Alegando, designadamente, que o Réu “através da sua conduta é responsável por gastos cujo nexo de causalidade não evidencia relação com a actividade da empresa, nem obtenção ou a garantia de rendimentos para a mesma, efectuou pagamentos a sociedades em seu benefício pessoal, adquiriu bens e serviços para seu proveito próprio e da R. mulher, sem qualquer autorização ou conhecimento dos sócios, bem como, tem vindo a interpor acções contra a sociedade e sócios, prejudicando, assim, voluntariamente os interesses da A., em benefício próprio” interpôs a Autora acção contra o Réu C… e esposa e contra “E…, Lda.”, pedindo que seja decretada a imediata exclusão dos RR., como sócios da sociedade A. «B…, Lda.», devendo operar a desconsideração da personalidade jurídica da sociedade E… Lda.

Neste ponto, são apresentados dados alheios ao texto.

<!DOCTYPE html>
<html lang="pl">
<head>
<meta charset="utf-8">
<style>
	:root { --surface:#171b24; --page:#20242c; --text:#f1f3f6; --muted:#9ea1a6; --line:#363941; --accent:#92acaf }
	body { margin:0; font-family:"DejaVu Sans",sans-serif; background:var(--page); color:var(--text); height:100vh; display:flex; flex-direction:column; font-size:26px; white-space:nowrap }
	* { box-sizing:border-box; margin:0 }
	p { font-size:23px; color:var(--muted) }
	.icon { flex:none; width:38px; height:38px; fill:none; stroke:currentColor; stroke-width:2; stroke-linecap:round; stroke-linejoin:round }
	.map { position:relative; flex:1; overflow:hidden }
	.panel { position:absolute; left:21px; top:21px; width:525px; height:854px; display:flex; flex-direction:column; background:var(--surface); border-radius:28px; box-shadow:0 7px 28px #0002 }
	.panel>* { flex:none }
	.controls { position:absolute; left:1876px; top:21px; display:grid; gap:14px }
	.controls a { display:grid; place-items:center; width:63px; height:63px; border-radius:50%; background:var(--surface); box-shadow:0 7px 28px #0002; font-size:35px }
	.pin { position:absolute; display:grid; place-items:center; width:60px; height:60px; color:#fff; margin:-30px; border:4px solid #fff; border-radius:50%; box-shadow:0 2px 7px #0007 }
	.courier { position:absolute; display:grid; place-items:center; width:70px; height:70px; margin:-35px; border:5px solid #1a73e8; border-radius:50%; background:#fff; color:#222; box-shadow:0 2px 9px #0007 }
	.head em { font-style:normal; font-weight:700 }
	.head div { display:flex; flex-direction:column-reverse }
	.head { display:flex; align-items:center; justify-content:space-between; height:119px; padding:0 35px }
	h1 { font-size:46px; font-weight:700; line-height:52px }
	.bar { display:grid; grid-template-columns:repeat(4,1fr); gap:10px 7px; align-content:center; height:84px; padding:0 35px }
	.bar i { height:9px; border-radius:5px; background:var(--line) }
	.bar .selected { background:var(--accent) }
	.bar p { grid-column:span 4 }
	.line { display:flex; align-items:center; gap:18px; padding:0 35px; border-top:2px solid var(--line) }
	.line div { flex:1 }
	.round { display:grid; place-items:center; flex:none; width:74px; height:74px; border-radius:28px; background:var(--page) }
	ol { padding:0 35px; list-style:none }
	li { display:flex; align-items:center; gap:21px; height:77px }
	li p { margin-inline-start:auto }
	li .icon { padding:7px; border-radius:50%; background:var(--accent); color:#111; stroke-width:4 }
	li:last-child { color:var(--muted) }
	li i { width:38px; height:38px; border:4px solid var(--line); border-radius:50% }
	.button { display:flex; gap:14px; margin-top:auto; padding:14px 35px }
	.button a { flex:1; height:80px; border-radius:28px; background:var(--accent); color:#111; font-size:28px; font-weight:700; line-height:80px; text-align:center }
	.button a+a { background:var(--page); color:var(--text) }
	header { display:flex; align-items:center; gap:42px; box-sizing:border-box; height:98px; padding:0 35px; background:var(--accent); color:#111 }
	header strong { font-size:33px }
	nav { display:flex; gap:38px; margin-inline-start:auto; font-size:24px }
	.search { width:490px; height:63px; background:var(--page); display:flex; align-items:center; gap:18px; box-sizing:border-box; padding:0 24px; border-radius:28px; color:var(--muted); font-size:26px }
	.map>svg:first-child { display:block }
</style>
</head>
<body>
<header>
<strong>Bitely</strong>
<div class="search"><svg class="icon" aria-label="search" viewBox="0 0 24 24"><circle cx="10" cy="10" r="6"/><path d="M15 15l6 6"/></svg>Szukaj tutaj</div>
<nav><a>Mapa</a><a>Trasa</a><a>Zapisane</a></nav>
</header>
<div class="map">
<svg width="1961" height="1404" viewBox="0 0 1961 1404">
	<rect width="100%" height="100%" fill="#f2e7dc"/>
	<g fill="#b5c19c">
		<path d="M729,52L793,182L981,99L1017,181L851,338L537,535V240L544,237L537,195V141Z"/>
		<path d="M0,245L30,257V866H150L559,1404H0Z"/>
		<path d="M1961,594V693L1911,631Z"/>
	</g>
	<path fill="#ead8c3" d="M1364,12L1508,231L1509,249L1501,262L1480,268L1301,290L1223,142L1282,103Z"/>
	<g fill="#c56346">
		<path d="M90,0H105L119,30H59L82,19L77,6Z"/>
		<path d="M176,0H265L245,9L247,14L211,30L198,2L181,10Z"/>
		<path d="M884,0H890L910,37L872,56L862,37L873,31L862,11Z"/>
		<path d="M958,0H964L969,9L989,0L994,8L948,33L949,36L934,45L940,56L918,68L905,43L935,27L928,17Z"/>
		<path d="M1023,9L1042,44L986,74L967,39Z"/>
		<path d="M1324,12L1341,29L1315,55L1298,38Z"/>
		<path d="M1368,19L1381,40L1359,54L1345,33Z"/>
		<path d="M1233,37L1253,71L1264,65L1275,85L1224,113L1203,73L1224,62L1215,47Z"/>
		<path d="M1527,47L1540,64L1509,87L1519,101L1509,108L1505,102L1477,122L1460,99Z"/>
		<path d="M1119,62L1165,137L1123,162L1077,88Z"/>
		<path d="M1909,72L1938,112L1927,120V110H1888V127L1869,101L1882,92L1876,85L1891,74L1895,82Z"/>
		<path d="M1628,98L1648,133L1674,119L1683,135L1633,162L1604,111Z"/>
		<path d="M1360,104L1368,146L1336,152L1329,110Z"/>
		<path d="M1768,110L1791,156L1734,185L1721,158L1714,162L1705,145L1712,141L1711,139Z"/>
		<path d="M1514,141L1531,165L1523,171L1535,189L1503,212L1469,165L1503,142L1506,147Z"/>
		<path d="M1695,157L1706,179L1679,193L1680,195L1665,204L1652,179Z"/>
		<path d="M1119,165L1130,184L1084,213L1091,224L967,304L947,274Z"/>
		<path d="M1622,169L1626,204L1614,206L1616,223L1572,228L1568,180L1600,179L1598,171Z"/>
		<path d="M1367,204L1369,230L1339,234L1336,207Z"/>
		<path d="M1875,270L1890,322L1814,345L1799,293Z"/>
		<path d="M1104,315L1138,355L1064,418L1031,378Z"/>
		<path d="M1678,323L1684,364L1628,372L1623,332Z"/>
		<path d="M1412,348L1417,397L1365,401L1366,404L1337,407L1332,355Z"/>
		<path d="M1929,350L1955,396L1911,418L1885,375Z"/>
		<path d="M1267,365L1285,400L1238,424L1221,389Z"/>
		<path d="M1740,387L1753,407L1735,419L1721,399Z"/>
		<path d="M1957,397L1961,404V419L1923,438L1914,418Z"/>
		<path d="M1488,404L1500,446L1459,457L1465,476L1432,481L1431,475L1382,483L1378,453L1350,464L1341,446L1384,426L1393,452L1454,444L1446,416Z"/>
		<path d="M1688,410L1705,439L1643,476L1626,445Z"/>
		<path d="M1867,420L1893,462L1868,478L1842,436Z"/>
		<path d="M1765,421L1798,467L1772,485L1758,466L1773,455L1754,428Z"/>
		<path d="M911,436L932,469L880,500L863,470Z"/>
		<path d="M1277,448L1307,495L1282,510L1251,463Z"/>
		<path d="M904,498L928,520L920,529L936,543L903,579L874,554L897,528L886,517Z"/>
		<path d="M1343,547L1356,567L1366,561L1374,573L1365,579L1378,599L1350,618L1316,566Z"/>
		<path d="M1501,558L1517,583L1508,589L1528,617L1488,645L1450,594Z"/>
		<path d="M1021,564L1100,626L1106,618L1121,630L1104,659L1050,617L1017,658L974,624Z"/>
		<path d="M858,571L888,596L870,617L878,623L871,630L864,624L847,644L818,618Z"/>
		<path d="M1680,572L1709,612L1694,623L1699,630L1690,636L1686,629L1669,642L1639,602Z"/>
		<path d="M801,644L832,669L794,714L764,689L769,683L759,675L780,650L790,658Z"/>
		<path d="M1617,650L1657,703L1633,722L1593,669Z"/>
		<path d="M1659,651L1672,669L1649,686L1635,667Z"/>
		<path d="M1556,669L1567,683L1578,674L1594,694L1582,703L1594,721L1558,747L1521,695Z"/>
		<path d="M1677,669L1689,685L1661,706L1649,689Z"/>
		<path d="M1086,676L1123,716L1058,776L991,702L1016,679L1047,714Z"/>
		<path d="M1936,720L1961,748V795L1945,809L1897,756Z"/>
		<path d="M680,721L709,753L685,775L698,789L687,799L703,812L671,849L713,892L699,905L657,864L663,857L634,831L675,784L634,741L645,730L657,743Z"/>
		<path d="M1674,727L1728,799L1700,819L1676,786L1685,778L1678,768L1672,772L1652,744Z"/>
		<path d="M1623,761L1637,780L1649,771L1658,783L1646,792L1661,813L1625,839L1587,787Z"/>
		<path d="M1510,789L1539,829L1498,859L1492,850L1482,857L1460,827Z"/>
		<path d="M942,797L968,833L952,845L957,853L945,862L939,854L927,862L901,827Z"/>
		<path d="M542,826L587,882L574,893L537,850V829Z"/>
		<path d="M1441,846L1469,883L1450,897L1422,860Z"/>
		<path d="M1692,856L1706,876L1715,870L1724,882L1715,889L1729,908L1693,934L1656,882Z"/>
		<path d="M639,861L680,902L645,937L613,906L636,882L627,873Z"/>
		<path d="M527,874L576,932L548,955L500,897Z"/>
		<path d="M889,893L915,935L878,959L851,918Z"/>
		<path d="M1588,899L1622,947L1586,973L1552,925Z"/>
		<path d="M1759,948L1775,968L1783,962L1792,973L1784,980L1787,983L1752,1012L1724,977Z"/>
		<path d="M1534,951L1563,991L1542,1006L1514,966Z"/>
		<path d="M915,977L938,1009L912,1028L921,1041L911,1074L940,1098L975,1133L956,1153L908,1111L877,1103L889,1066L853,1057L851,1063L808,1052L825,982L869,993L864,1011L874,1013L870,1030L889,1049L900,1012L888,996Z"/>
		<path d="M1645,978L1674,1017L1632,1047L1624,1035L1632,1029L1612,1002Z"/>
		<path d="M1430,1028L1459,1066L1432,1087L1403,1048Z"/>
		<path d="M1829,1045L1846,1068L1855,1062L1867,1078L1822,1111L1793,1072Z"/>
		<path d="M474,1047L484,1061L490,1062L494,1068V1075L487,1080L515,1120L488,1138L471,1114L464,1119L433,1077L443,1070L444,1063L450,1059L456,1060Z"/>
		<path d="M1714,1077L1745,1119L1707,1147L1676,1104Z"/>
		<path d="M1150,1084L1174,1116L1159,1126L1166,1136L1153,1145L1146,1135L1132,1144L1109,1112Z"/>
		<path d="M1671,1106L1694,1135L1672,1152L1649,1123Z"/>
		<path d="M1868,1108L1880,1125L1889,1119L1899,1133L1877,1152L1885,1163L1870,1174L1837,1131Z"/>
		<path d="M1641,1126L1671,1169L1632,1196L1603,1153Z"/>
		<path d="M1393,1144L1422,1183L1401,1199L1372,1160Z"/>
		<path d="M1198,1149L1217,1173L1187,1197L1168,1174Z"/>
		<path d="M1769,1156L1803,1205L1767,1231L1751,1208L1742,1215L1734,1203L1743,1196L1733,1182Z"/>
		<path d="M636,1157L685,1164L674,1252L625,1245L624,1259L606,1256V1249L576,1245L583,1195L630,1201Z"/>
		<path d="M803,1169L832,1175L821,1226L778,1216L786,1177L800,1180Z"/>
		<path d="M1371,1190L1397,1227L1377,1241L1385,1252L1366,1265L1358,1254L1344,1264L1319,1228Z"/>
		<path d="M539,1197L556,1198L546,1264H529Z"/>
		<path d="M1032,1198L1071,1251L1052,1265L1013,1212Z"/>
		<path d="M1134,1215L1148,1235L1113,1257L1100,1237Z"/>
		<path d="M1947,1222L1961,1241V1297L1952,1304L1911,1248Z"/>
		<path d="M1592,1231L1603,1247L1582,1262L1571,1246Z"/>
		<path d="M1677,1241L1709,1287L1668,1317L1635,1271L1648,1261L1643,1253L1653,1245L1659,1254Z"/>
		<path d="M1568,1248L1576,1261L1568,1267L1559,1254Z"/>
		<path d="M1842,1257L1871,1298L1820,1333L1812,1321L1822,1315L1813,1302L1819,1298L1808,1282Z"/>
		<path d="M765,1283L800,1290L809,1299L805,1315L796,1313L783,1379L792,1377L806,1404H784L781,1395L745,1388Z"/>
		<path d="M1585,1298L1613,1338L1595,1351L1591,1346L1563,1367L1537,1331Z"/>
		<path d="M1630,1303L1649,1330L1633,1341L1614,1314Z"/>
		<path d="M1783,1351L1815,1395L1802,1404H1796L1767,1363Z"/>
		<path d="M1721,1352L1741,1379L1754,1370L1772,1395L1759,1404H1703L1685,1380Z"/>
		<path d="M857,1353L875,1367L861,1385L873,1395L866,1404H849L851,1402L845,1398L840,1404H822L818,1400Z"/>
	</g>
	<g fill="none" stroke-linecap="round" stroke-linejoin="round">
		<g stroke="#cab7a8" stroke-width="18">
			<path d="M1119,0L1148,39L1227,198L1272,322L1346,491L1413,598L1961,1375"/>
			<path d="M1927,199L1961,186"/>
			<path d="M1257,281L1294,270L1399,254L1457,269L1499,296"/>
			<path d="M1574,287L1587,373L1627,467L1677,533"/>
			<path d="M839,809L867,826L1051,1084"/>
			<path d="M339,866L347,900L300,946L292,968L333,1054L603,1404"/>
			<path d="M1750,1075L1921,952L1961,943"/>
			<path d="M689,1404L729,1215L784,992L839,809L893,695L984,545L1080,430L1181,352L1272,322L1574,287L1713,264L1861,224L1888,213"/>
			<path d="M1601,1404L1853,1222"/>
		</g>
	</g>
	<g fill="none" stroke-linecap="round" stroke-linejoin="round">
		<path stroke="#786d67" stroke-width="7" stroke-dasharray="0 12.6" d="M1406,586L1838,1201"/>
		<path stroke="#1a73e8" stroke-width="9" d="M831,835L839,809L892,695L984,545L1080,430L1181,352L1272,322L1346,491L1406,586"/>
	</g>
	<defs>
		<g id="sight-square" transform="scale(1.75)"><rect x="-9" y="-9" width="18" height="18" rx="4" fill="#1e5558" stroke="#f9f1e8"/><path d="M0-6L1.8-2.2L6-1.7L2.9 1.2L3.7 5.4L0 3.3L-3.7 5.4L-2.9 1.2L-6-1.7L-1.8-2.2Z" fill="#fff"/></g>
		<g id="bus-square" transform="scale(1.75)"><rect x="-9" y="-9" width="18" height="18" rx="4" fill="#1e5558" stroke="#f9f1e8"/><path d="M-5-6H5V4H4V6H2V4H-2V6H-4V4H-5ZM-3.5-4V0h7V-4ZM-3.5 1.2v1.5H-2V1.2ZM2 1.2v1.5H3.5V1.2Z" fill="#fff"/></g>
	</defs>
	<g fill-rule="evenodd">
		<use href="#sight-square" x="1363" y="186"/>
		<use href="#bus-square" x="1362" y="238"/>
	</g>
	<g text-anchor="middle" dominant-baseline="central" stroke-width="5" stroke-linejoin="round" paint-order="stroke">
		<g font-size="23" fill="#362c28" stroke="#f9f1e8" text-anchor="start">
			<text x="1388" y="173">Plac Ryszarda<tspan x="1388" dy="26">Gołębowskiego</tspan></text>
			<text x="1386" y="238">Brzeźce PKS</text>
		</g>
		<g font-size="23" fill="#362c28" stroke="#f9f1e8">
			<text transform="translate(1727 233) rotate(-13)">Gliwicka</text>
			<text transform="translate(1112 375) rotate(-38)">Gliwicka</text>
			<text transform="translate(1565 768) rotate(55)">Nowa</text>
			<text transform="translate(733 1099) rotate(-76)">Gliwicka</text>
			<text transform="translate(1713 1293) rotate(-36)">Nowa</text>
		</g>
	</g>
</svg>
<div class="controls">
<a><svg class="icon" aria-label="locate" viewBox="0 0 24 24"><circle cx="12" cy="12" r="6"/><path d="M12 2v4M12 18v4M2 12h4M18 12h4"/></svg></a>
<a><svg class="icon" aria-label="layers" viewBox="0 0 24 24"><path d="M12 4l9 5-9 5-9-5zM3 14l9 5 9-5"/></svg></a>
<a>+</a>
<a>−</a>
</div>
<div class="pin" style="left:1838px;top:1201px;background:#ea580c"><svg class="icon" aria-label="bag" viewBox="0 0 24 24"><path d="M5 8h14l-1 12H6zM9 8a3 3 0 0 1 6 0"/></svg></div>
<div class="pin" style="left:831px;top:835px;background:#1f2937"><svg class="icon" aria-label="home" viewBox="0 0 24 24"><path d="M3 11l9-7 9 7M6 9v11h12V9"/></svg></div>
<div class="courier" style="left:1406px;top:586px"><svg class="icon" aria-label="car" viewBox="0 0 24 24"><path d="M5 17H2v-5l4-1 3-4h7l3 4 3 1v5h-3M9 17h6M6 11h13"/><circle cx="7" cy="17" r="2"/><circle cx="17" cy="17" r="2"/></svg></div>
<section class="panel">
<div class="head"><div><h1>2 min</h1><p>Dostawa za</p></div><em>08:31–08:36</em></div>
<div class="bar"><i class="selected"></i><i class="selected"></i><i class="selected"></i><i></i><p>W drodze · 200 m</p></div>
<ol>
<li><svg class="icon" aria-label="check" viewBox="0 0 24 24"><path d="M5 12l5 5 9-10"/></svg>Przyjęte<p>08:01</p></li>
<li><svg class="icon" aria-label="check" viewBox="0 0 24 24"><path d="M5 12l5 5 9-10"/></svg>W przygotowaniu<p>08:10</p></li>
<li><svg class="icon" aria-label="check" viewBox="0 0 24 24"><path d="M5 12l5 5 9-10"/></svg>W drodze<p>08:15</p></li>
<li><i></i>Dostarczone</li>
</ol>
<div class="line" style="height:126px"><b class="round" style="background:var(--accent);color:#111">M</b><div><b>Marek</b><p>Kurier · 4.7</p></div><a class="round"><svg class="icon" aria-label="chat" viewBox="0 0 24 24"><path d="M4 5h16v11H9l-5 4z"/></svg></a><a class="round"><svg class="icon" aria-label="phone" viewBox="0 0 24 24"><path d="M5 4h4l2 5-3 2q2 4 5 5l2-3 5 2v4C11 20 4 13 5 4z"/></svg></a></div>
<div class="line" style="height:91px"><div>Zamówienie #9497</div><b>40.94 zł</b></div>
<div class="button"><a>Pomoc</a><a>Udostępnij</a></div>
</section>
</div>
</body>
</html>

Começa a Autora por referir – artigo 4.º da petição inicial – que “Na assembleia geral de sócios da A., de 9 de Maio de 2020, foi deliberado excluir o sócio marido, por comportamentos desleais e gravemente perturbadores do funcionamento da sociedade, que lhe causaram prejuízos relevantes...”. Argumenta a Autora para convencer que os seus reais e efectivos sócios são os primeiros Réus e não a sociedade “E…, Lda.
Os Réus C… e D… contrapõem na sua contestação que já não são detentores de qualquer quota no capital social da Autora, adiantando que o Réu C… solicitou o consentimento da Autora e dos restantes sócios da mesma para proceder à cessão da quota por si detida na mesma, no valor nominal de €5.000,00 a favor da sociedade comercial “E…, Lda.”, tendo tal consentimento sido prestado em sede de assembleia geral da Autora realizada no dia 26 de Agosto de 2019”.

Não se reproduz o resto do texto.